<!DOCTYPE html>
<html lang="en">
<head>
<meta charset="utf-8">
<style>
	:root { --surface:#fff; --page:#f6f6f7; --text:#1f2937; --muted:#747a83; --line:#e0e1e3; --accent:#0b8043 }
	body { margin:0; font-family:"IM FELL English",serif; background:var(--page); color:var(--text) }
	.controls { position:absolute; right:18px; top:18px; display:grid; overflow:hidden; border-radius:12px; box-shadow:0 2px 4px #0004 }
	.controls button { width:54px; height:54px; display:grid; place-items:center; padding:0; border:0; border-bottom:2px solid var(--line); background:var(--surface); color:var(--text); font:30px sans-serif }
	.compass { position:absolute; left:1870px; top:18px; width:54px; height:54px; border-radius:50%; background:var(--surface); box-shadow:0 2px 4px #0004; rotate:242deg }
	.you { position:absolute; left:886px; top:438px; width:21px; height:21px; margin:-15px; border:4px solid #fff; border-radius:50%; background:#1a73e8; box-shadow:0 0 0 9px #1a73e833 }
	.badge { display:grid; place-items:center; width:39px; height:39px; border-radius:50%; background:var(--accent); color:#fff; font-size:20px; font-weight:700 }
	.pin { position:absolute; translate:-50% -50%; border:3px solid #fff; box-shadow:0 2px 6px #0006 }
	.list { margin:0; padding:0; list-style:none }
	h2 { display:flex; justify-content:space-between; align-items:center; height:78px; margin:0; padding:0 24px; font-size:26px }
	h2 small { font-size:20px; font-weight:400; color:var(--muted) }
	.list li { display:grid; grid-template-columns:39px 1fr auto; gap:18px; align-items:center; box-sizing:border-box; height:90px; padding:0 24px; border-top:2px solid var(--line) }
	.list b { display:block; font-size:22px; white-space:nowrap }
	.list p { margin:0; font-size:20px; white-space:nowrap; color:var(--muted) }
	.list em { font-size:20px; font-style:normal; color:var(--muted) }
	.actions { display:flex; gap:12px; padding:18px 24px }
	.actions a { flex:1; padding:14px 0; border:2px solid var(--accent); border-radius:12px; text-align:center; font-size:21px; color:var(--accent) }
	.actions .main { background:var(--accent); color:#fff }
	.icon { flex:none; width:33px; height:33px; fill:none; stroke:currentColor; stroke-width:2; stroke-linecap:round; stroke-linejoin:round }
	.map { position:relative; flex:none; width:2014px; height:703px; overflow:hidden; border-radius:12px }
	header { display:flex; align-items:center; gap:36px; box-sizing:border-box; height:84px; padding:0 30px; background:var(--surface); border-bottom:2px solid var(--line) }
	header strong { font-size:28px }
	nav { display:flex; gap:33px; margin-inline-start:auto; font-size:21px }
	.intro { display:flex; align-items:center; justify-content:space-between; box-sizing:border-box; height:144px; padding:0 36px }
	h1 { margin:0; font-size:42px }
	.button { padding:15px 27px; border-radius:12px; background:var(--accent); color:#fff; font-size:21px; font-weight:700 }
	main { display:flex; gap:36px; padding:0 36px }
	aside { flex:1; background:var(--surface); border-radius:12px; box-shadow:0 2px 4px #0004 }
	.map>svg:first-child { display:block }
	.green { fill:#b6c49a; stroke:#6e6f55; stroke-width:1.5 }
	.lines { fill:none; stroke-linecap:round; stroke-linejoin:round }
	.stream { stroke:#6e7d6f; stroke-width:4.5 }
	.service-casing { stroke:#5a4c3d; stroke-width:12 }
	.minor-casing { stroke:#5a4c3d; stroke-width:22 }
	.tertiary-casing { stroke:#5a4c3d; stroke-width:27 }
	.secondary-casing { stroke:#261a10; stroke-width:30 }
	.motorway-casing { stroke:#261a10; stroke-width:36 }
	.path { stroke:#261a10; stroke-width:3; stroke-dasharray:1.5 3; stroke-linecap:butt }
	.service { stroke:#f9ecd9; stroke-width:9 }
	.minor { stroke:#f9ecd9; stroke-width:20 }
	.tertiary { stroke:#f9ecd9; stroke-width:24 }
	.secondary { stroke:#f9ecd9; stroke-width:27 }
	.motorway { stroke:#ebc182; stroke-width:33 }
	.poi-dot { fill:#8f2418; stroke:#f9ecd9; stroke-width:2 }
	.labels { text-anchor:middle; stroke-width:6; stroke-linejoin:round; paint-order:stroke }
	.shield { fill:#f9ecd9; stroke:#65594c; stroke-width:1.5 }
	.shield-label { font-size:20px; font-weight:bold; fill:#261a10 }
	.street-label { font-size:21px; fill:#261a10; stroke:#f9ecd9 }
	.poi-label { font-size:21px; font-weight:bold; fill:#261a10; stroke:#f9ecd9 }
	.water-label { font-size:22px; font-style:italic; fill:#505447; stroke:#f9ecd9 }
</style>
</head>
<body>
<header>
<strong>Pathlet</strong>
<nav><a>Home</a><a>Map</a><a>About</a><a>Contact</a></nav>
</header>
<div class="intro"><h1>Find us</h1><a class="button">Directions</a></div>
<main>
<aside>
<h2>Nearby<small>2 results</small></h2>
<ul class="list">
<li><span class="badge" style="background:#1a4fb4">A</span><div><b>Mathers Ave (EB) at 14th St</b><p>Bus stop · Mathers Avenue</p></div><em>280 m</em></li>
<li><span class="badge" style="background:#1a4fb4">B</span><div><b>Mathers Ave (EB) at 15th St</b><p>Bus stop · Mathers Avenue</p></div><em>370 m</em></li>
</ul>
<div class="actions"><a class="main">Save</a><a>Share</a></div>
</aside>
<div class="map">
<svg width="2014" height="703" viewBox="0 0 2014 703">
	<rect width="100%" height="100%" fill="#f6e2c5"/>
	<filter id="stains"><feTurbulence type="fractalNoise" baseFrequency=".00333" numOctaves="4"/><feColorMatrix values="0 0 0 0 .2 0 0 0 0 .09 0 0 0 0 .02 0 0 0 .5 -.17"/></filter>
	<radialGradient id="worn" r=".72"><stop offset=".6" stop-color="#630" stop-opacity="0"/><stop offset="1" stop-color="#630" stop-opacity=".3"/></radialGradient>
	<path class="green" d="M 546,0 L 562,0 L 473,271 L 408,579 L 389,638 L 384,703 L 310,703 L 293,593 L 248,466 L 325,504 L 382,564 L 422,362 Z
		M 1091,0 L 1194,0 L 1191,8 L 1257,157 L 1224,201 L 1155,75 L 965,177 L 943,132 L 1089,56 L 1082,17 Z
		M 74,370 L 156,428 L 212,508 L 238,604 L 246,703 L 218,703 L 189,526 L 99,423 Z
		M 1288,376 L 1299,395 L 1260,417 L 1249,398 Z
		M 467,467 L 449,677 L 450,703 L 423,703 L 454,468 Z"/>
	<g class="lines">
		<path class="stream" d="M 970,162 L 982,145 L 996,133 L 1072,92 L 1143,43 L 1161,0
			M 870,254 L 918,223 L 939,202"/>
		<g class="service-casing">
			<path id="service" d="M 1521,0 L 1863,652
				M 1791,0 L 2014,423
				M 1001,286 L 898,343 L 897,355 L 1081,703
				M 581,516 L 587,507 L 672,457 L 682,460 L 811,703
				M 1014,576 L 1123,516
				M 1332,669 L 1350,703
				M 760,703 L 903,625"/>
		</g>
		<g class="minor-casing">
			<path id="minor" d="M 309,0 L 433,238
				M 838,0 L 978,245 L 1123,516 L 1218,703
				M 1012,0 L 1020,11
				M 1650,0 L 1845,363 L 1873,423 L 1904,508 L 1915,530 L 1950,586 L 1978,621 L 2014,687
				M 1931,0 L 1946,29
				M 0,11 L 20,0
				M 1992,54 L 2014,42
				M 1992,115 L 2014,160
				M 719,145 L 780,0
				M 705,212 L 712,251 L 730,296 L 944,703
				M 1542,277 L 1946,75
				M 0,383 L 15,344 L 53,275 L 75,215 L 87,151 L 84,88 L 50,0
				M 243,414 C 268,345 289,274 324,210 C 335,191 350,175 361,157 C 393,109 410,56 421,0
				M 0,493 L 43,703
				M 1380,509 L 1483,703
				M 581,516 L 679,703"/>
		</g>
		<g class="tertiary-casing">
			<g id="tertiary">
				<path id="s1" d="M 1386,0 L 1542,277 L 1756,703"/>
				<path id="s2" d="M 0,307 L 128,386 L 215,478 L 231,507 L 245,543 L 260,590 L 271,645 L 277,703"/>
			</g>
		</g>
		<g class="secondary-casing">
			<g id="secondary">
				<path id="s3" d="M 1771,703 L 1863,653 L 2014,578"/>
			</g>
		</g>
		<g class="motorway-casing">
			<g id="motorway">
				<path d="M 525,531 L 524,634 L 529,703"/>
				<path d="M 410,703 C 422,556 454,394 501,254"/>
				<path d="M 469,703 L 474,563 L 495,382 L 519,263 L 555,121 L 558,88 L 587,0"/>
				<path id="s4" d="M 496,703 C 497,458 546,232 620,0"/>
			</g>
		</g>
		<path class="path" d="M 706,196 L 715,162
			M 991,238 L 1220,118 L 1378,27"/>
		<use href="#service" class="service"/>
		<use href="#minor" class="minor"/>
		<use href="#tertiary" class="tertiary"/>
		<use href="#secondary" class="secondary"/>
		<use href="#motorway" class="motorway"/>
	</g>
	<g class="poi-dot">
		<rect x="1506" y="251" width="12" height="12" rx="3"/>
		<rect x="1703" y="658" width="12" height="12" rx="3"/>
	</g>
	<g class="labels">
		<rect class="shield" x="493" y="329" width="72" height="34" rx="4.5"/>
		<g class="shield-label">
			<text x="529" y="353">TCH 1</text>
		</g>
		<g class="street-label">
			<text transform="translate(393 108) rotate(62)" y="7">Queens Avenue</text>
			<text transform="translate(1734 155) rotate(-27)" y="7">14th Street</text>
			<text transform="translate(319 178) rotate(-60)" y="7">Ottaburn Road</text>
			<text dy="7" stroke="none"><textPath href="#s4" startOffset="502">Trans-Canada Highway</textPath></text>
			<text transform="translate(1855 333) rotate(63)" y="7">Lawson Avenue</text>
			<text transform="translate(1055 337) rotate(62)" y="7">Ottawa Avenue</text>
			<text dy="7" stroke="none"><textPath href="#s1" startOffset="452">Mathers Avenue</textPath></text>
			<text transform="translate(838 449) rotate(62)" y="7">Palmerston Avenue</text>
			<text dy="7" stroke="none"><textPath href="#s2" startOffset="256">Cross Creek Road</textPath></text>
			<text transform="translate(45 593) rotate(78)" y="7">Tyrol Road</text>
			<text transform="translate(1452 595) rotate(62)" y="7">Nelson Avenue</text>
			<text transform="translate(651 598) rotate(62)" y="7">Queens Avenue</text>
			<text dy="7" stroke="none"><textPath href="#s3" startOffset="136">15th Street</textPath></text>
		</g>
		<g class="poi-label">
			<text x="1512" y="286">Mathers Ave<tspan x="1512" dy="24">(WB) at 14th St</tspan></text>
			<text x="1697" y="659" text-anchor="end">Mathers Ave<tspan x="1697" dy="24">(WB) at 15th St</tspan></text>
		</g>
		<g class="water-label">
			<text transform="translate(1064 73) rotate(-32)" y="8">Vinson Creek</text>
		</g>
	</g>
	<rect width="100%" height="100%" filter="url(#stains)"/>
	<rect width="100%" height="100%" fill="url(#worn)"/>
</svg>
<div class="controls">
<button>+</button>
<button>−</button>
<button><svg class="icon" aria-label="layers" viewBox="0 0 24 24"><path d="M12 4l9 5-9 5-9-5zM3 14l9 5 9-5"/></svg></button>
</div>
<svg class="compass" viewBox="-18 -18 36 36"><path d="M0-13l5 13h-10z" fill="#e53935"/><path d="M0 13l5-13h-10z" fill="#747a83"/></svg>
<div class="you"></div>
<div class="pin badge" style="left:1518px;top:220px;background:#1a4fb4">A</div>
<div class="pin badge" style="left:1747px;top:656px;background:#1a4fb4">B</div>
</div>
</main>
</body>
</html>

===============

- _WORK ORDER_
Say how many lines in the records hold the word "minor", giving the number by itself.

- _SOLUTION_
5